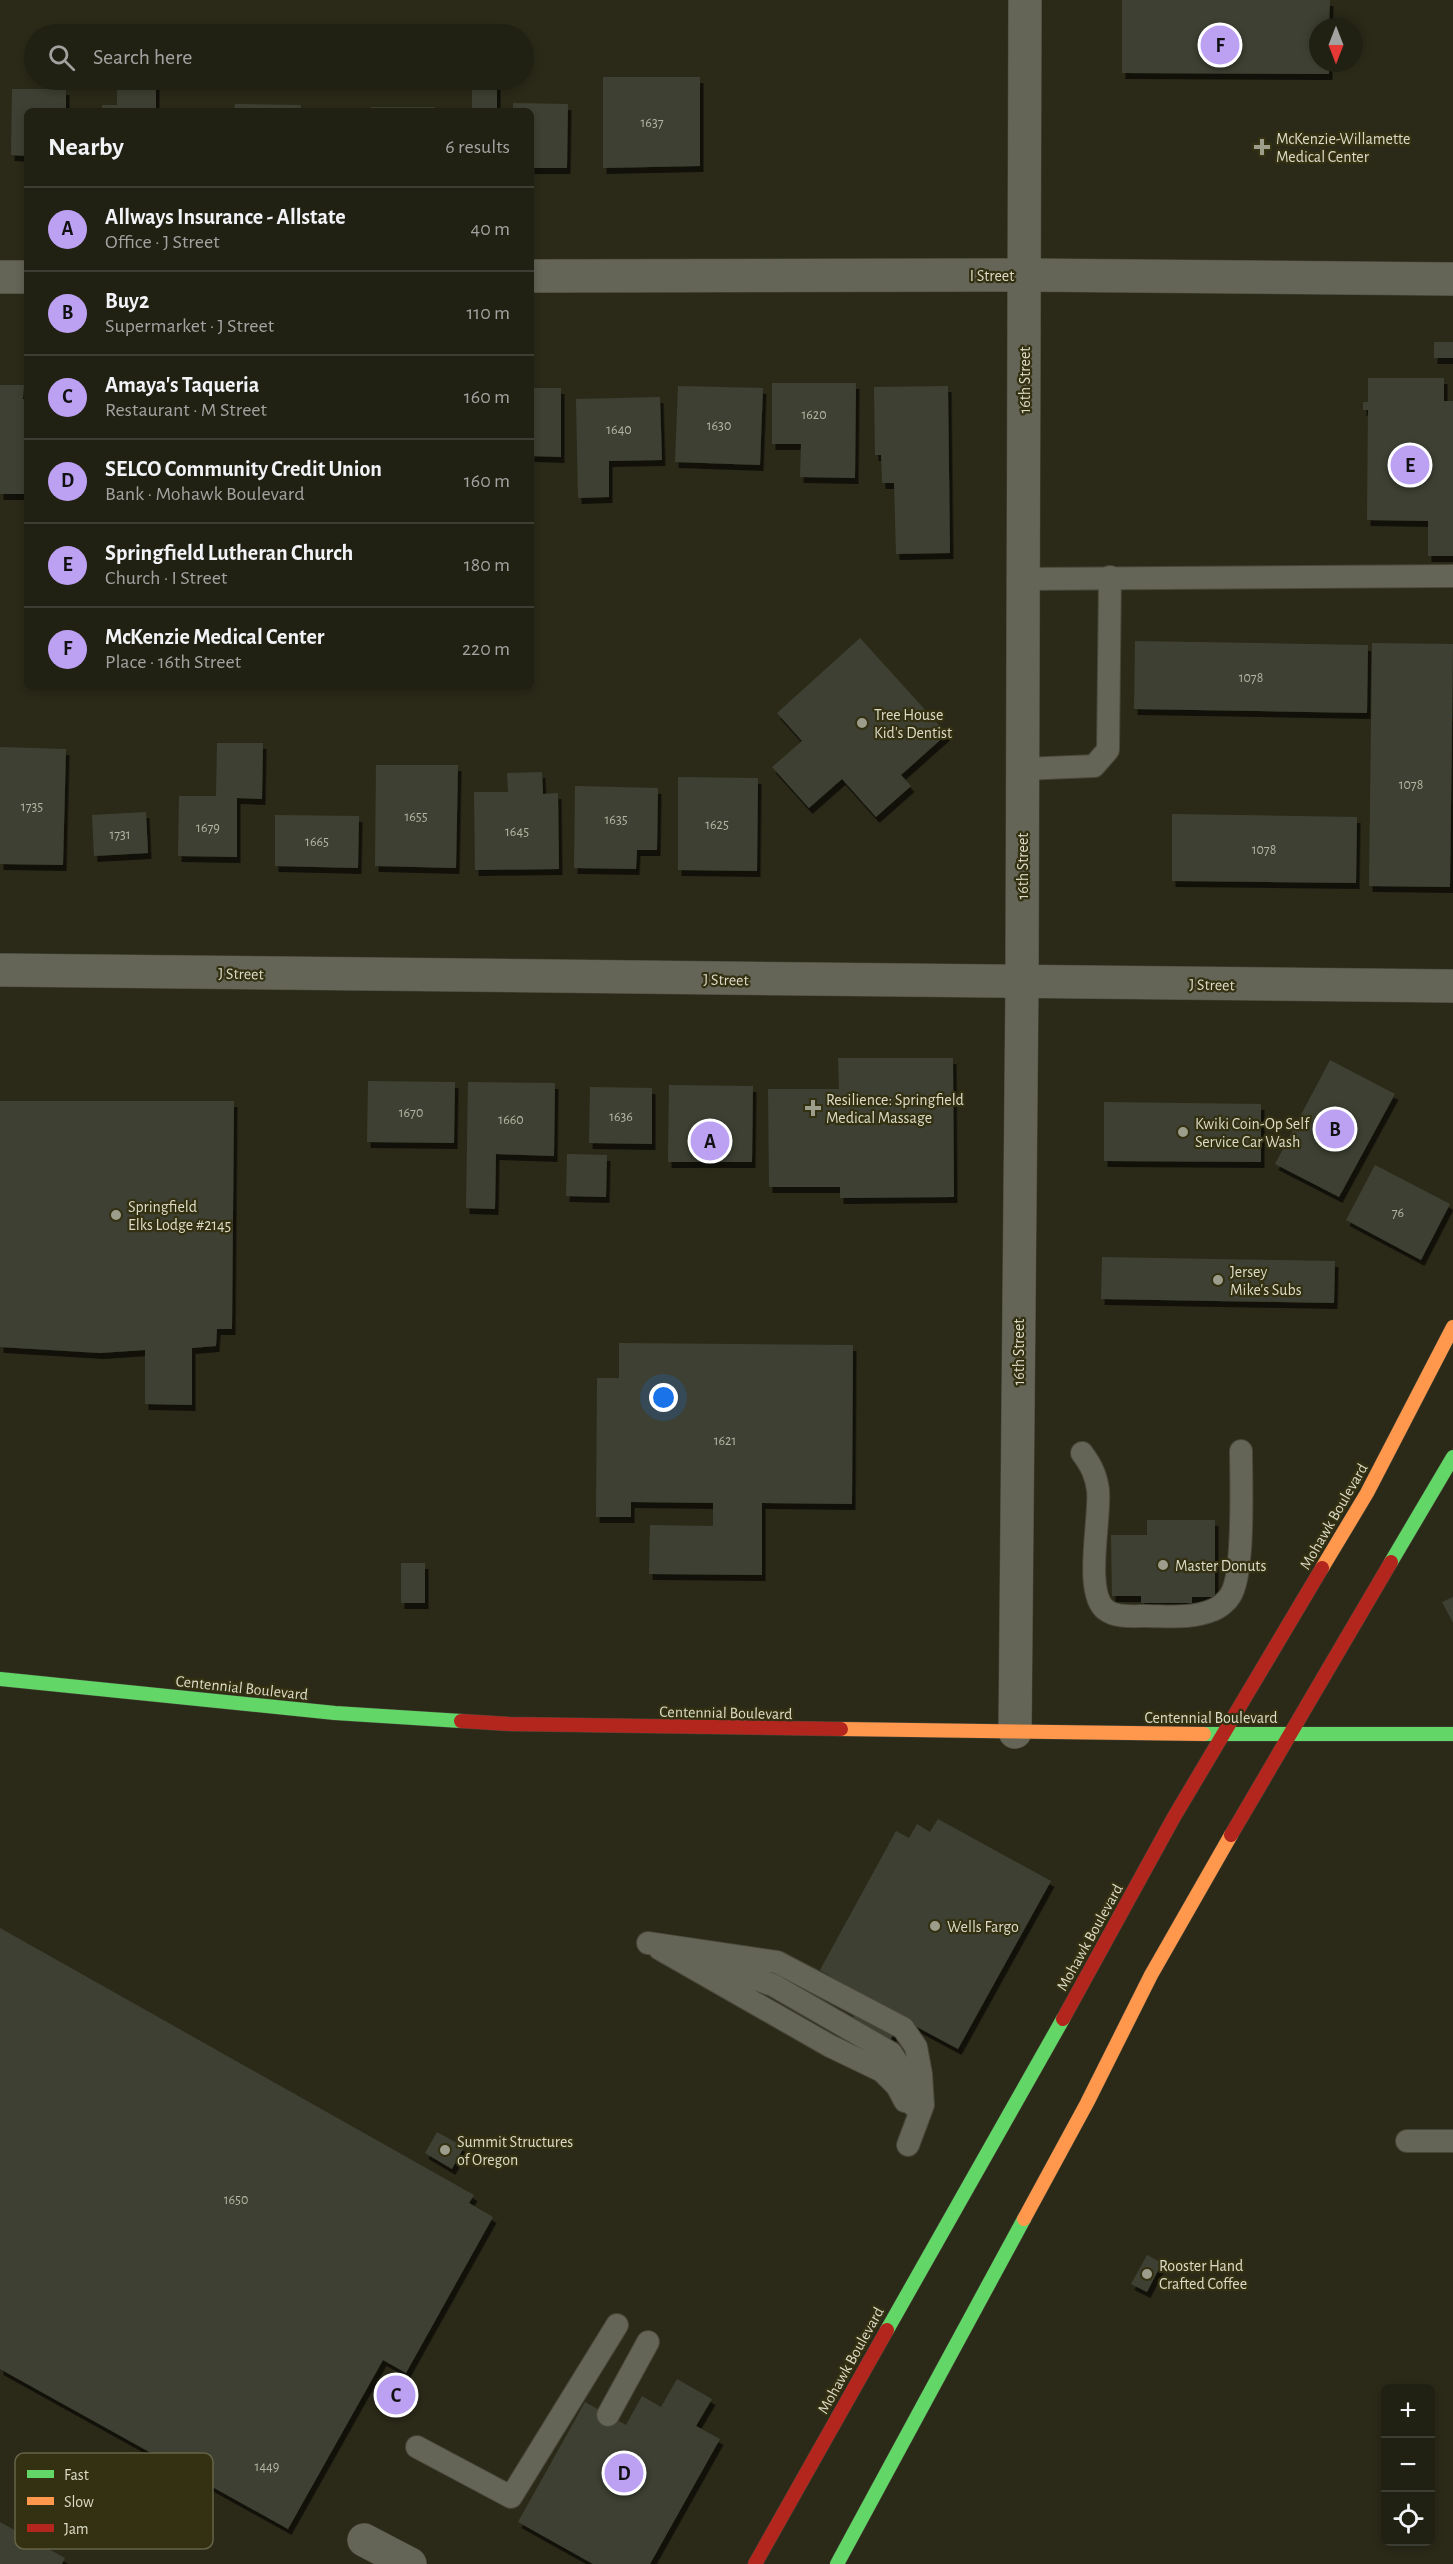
<!DOCTYPE html>
<meta charset="utf-8">
<style>
body{margin:0;font-family:"Alegreya Sans",sans-serif;background:#2d2d21;color:#f1f3f6}
.controls{position:absolute;right:18px;bottom:18px;display:grid;overflow:hidden;border-radius:9px;box-shadow:0 3px 9px #0003}
.controls button{width:54px;height:54px;display:grid;place-items:center;padding:0;border:0;border-bottom:2px solid #3d3e33;background:#202013;color:#f1f3f6;font:30px sans-serif}
.compass{position:absolute;left:1309px;top:18px;width:54px;height:54px;border-radius:50%;background:#202013;box-shadow:0 3px 9px #0003;rotate:180deg}
.you{position:absolute;left:664px;top:1398px;width:21px;height:21px;margin:-15px;border:4px solid #fff;border-radius:50%;background:#1a73e8;box-shadow:0 0 0 9px #1a73e833}
.badge{display:grid;place-items:center;width:39px;height:39px;border-radius:50%;background:#bca0f2;color:#111;font-size:20px;font-weight:700}
.pin{position:absolute;translate:-50% -50%;border:3px solid #fff;box-shadow:0 2px 6px #0006}
.list{margin:0;padding:0;list-style:none}
h2{display:flex;justify-content:space-between;align-items:center;height:78px;margin:0;padding:0 24px;font-size:26px}
h2 small{font-size:20px;font-weight:400;color:#a2a3a0}
.list li{display:grid;grid-template-columns:39px 1fr auto;gap:18px;align-items:center;box-sizing:border-box;height:84px;padding:0 24px;border-top:2px solid #3d3e33}
.list b{display:block;font-size:22px;white-space:nowrap}
.list p{margin:0;font-size:20px;white-space:nowrap;color:#a2a3a0}
.list em{font-size:20px;font-style:normal;color:#a2a3a0}
.icon{flex:none;width:33px;height:33px;fill:none;stroke:currentColor;stroke-width:2;stroke-linecap:round;stroke-linejoin:round}
.map{position:relative;flex:none;width:1453px;height:2564px;overflow:hidden}
.search{position:absolute;background:#202013;box-shadow:0 3px 9px #0003;left:24px;top:24px;width:510px;height:66px;display:flex;align-items:center;gap:15px;box-sizing:border-box;padding:0 21px;border-radius:33px;color:#a2a3a0;font-size:22px}
.panel{position:absolute;background:#202013;box-shadow:0 3px 9px #0003;left:24px;top:108px;width:510px;height:582px;border-radius:9px}
.map>svg:first-child{display:block}
.building{fill:#3e4032;filter:url(#shadow)}
.lines{fill:none;stroke-linecap:round;stroke-linejoin:round}
.lane-casing{stroke:#474638;stroke-width:24}
.street-casing{stroke:#474638;stroke-width:34}
.fast-casing{stroke:#474638;stroke-width:15}
.slow-casing{stroke:#474638;stroke-width:15}
.jam-casing{stroke:#474638;stroke-width:15}
.lane{stroke:#646457;stroke-width:22}
.street{stroke:#646457;stroke-width:33}
.fast{stroke:#63d668;stroke-width:14}
.slow{stroke:#ff974d;stroke-width:14}
.jam{stroke:#b3261e;stroke-width:14}
.poi-dot{fill:#9d9d8b;stroke:#333111;stroke-width:2}
.labels{text-anchor:middle;stroke-width:4.5;stroke-linejoin:round;paint-order:stroke}
.number-label{font-size:14px;fill:#b4b4a2}
.poi-label{font-size:16px;fill:#dbdbc8;stroke:#333111;text-anchor:start}
.street-label{font-size:16px;fill:#dbdbc8;stroke:#333111}
.key{fill:#333111;stroke:#656448;stroke-width:1.5}
.key-label{font-size:16px;fill:#dbdbc8}
</style>
<div class="map">
<svg width="1453" height="2564" viewBox="0 0 1453 2564">
<defs>
<filter id="shadow"><feDropShadow dx="3.5" dy="6" stdDeviation="0" flood-color="#0009"/></filter>
</defs>
<rect width="100%" height="100%" fill="#2b2a19"/>
<!-- building -->
<g class="building">
<path d="M1122,0H1330L1329,27H1318V63H1329V74L1122,73Z"/>
<path d="M603,77H700V166L603,168Z"/>
<path d="M117,80H156V111H102V105H117Z"/>
<rect x="472" y="80" width="25" height="31"/>
<path d="M12,89H66V111H27V156L11,155Z"/>
<path d="M513,103L568,104L567,168H531V111H513Z"/>
<path d="M235,104L301,105L300,111H234Z"/>
<rect x="370" y="107" width="65" height="4"/>
<rect x="1434" y="342" width="19" height="16"/>
<path d="M1368,378H1444V401H1453V556H1428V521L1367,520L1368,410H1363V402H1368Z"/>
<path d="M772,383H856L855,478L800,477L801,444H772Z"/>
<path d="M0,385H24L23,399H27V494H0Z"/>
<path d="M678,386L763,388L760,465L675,462Z"/>
<path d="M948,386L950,553L896,554L894,483H882L881,455H875L874,387Z"/>
<path d="M531,388H561V457L531,456Z"/>
<path d="M660,397L662,460L609,461V497L578,498L576,399Z"/>
<path d="M860,638L947,734L901,775L911,786L876,817L842,779L809,808L772,767L802,741L777,713Z"/>
<path d="M1135,641L1368,645L1367,713L1134,709Z"/>
<path d="M1372,643L1453,644L1450,887L1369,886Z"/>
<path d="M217,743H263L262,799L237,798V857L178,856L179,796H216Z"/>
<path d="M0,747L66,749L63,865L0,864Z"/>
<path d="M376,765H458L456,868L375,866Z"/>
<path d="M542,772L543,794L558,793L559,869L475,870L474,792H508L507,773Z"/>
<path d="M678,777L758,778L757,871L678,870Z"/>
<path d="M575,786L658,788L657,850H637L636,869L574,868Z"/>
<path d="M146,812L148,853L94,856L92,815Z"/>
<path d="M1172,814L1357,817L1356,883L1172,881Z"/>
<path d="M275,815L359,816L358,868L275,866Z"/>
<path d="M838,1058H953L954,1197L840,1198V1187H769L768,1089H839Z"/>
<path d="M1330,1060L1395,1094L1339,1197L1275,1164Z"/>
<path d="M368,1081L455,1082L454,1143L367,1142Z"/>
<path d="M468,1082L555,1083L554,1156L496,1154L495,1209L466,1208Z"/>
<path d="M669,1085L753,1086L752,1162H668Z"/>
<path d="M590,1087L652,1088V1144L589,1143Z"/>
<path d="M0,1101H234L232,1329H217L216,1346L192,1348V1405L145,1404V1350L100,1353L0,1347Z"/>
<path d="M1104,1102L1261,1104V1162L1104,1161Z"/>
<path d="M567,1154L607,1155L606,1197L566,1196Z"/>
<path d="M1375,1165L1450,1204L1421,1260L1346,1220Z"/>
<path d="M1102,1257L1335,1261L1334,1303L1101,1299Z"/>
<path d="M619,1343L853,1345L852,1504L762,1503V1575L649,1574L650,1525L713,1526V1503L631,1502V1517H596L597,1378H619Z"/>
<path d="M1147,1520H1215V1597H1192V1603H1141V1596H1112L1111,1535H1147Z"/>
<rect x="401" y="1563" width="24" height="40"/>
<path d="M1453,1597V1623L1442,1602Z"/>
<path d="M938,1819L1051,1881L958,2049L902,2019L873,2071L835,2051L864,1997L820,1970L896,1831L909,1838L917,1824L930,1832Z"/>
<path d="M0,1928L474,2195L469,2203L493,2217L406,2373L383,2360L288,2529L0,2369Z"/>
<path d="M437,2132L464,2147L452,2169L425,2153Z"/>
<path d="M1147,2255L1162,2263L1147,2292L1131,2284Z"/>
<path d="M677,2379L712,2399L696,2426L720,2439L650,2564H593L518,2522L585,2402L626,2425L642,2396L661,2407Z"/>
<path d="M0,2522L65,2558L62,2564H0Z"/>
</g>
<g class="lines">
<!-- lane casing -->
<g class="lane-casing">
<g id="lane">
<path d="M1023,579L1453,576"/>
<path d="M1023,769L1094,766L1108,750L1110,577"/>
<path d="M1082,1453C1091,1465 1096,1475 1098,1490C1101,1517 1083,1593 1106,1610C1116,1618 1134,1616 1146,1616C1168,1616 1192,1619 1213,1610C1219,1608 1227,1601 1230,1596C1245,1575 1241,1480 1241,1451"/>
<path d="M648,1943L777,1962L903,2028L916,2047L921,2074L923,2105L908,2145"/>
<path d="M660,1949L830,2046L882,2071L897,2086L905,2101"/>
<path d="M704,1962L773,1985L891,2053L906,2076L913,2105"/>
<path d="M1407,2141H1453"/>
<path d="M608,2415L648,2342"/>
<path d="M417,2447L511,2497L617,2325"/>
</g>
</g>
<!-- street casing -->
<g class="street-casing">
<g id="street">
<path d="M531,276L1025,275L1453,279"/>
<path d="M0,277H27"/>
<path d="M0,970L1453,986"/>
<path d="M1015,1732L1022,982L1025,0"/>
<path d="M364,2540L410,2564"/>
</g>
</g>
<!-- fast casing -->
<g class="fast-casing">
<g id="fast">
<path d="M1391,1562L1453,1457"/>
<path d="M0,1679L335,1713L461,1721"/>
<path d="M1204,1734H1453"/>
<path d="M887,2330L1063,2019"/>
<path d="M837,2564L1024,2219"/>
</g>
</g>
<!-- slow casing -->
<g class="slow-casing">
<g id="slow">
<path d="M1322,1568L1367,1493L1453,1327"/>
<path d="M841,1729L1204,1734"/>
<path d="M1024,2219L1087,2103L1151,1975L1231,1835"/>
</g>
</g>
<!-- jam casing -->
<g class="jam-casing">
<g id="jam">
<path d="M461,1721L509,1724L841,1729"/>
<path d="M1231,1835L1391,1562"/>
<path d="M1063,2019L1174,1817L1322,1568"/>
<path d="M755,2564L887,2330"/>
</g>
</g>
<!-- lane -->
<use href="#lane" class="lane"/>
<!-- street -->
<use href="#street" class="street"/>
<!-- fast -->
<use href="#fast" class="fast"/>
<!-- slow -->
<use href="#slow" class="slow"/>
<!-- jam -->
<use href="#jam" class="jam"/>
</g>
<!-- markers -->
<g class="poi-dot">
<path d="M1259 138h6v6h6v6h-6v6h-6v-6h-6v-6h6z"/>
<circle cx="862" cy="723" r="6"/>
<path d="M810 1099h6v6h6v6h-6v6h-6v-6h-6v-6h6z"/>
<circle cx="1183" cy="1132" r="6"/>
<circle cx="116" cy="1215" r="6"/>
<circle cx="1218" cy="1280" r="6"/>
<circle cx="1163" cy="1565" r="6"/>
<circle cx="935" cy="1926" r="6"/>
<circle cx="445" cy="2150" r="6"/>
<circle cx="1147" cy="2274" r="6"/>
</g>
<g class="labels">
<!-- number labels -->
<g class="number-label">
<text x="652" y="127">1637</text>
<text x="814" y="419">1620</text>
<text x="719" y="430">1630</text>
<text x="619" y="434">1640</text>
<text x="1251" y="682">1078</text>
<text x="1411" y="789">1078</text>
<text x="32" y="811">1735</text>
<text x="416" y="821">1655</text>
<text x="616" y="824">1635</text>
<text x="717" y="829">1625</text>
<text x="208" y="832">1679</text>
<text x="517" y="836">1645</text>
<text x="120" y="839">1731</text>
<text x="317" y="846">1665</text>
<text x="1264" y="854">1078</text>
<text x="411" y="1117">1670</text>
<text x="621" y="1121">1636</text>
<text x="511" y="1124">1660</text>
<text x="1398" y="1217">76</text>
<text x="725" y="1445">1621</text>
<text x="236" y="2204">1650</text>
<text x="267" y="2471">1449</text>
</g>
<!-- poi labels -->
<g class="poi-label">
<text x="1276" y="144">McKenzie-Willamette<tspan x="1276" dy="18">Medical Center</tspan></text>
<text x="874" y="720">Tree House<tspan x="874" dy="18">Kid's Dentist</tspan></text>
<text x="826" y="1105">Resilience: Springfield<tspan x="826" dy="18">Medical Massage</tspan></text>
<text x="1195" y="1129">Kwiki Coin-Op Self<tspan x="1195" dy="18">Service Car Wash</tspan></text>
<text x="128" y="1212">Springfield<tspan x="128" dy="18">Elks Lodge #2145</tspan></text>
<text x="1230" y="1277">Jersey<tspan x="1230" dy="18">Mike's Subs</tspan></text>
<text x="1175" y="1571">Master Donuts</text>
<text x="947" y="1932">Wells Fargo</text>
<text x="457" y="2147">Summit Structures<tspan x="457" dy="18">of Oregon</tspan></text>
<text x="1159" y="2271">Rooster Hand<tspan x="1159" dy="18">Crafted Coffee</tspan></text>
</g>
<!-- street labels -->
<g class="street-label">
<text x="992" y="281">I Street</text>
<text transform="translate(1024 380) rotate(-90)" y="6">16th Street</text>
<text transform="translate(1022 866) rotate(-90)" y="6">16th Street</text>
<text transform="translate(241 973) rotate(1)" y="6">J Street</text>
<text transform="translate(726 979) rotate(1)" y="6">J Street</text>
<text transform="translate(1212 984) rotate(1)" y="6">J Street</text>
<text transform="translate(1018 1352) rotate(-90)" y="6">16th Street</text>
<text transform="translate(1333 1516) rotate(-60)" y="6">Mohawk Boulevard</text>
<text transform="translate(242 1687) rotate(6)" y="6">Centennial Boulevard</text>
<text transform="translate(726 1712) rotate(1)" y="6">Centennial Boulevard</text>
<text x="1211" y="1723">Centennial Boulevard</text>
<text transform="translate(1089 1937) rotate(-61)" y="6">Mohawk Boulevard</text>
<text transform="translate(850 2360) rotate(-61)" y="6">Mohawk Boulevard</text>
</g>
</g>
<!-- legend -->
<rect x="15" y="2453" width="198" height="96" rx="9" class="key"/>
<rect x="27" y="2470" width="27" height="8" fill="#63d668"/>
<rect x="27" y="2497" width="27" height="8" fill="#ff974d"/>
<rect x="27" y="2524" width="27" height="8" fill="#b3261e"/>
<g class="key-label">
<text x="64" y="2480">Fast</text>
<text x="64" y="2507">Slow</text>
<text x="64" y="2534">Jam</text>
</g>
</svg>
<div class="controls">
<button>+</button>
<button>−</button>
<button><svg class="icon" aria-label="locate" viewBox="0 0 24 24"><circle cx="12" cy="12" r="6"/><path d="M12 2v4M12 18v4M2 12h4M18 12h4"/></svg></button>
</div>
<svg class="compass" viewBox="-18 -18 36 36"><path d="M0-13l5 13h-10z" fill="#e53935"/><path d="M0 13l5-13h-10z" fill="#a2a3a0"/></svg>
<div class="you"></div>
<div class="pin badge" style="left:710px;top:1141px">A</div>
<div class="pin badge" style="left:1335px;top:1129px">B</div>
<div class="pin badge" style="left:396px;top:2395px">C</div>
<div class="pin badge" style="left:624px;top:2473px">D</div>
<div class="pin badge" style="left:1410px;top:465px">E</div>
<div class="pin badge" style="left:1220px;top:45px">F</div>
<div class="search"><svg class="icon" aria-label="search" viewBox="0 0 24 24"><circle cx="10" cy="10" r="6"/><path d="M15 15l6 6"/></svg>Search here</div>
<section class="panel">
<h2>Nearby<small>6 results</small></h2>
<ul class="list">
<li><span class="badge">A</span><div><b>Allways Insurance - Allstate</b><p>Office · J Street</p></div><em>40 m</em></li>
<li><span class="badge">B</span><div><b>Buy2</b><p>Supermarket · J Street</p></div><em>110 m</em></li>
<li><span class="badge">C</span><div><b>Amaya's Taqueria</b><p>Restaurant · M Street</p></div><em>160 m</em></li>
<li><span class="badge">D</span><div><b>SELCO Community Credit Union</b><p>Bank · Mohawk Boulevard</p></div><em>160 m</em></li>
<li><span class="badge">E</span><div><b>Springfield Lutheran Church</b><p>Church · I Street</p></div><em>180 m</em></li>
<li><span class="badge">F</span><div><b>McKenzie Medical Center</b><p>Place · 16th Street</p></div><em>220 m</em></li>
</ul>
</section>
</div>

### Exercise directions
Scan the data above for the string "items" and copy each line where it appears.

### Output for this exercise
.controls button{width:54px;height:54px;display:grid;place-items:center;padding:0;border:0;border-bottom:2px solid #3d3e33;background:#202013;color:#f1f3f6;font:30px sans-serif}
.badge{display:grid;place-items:center;width:39px;height:39px;border-radius:50%;background:#bca0f2;color:#111;font-size:20px;font-weight:700}
h2{display:flex;justify-content:space-between;align-items:center;height:78px;margin:0;padding:0 24px;font-size:26px}
.list li{display:grid;grid-template-columns:39px 1fr auto;gap:18px;align-items:center;box-sizing:border-box;height:84px;padding:0 24px;border-top:2px solid #3d3e33}
.search{position:absolute;background:#202013;box-shadow:0 3px 9px #0003;left:24px;top:24px;width:510px;height:66px;display:flex;align-items:center;gap:15px;box-sizing:border-box;padding:0 21px;border-radius:33px;color:#a2a3a0;font-size:22px}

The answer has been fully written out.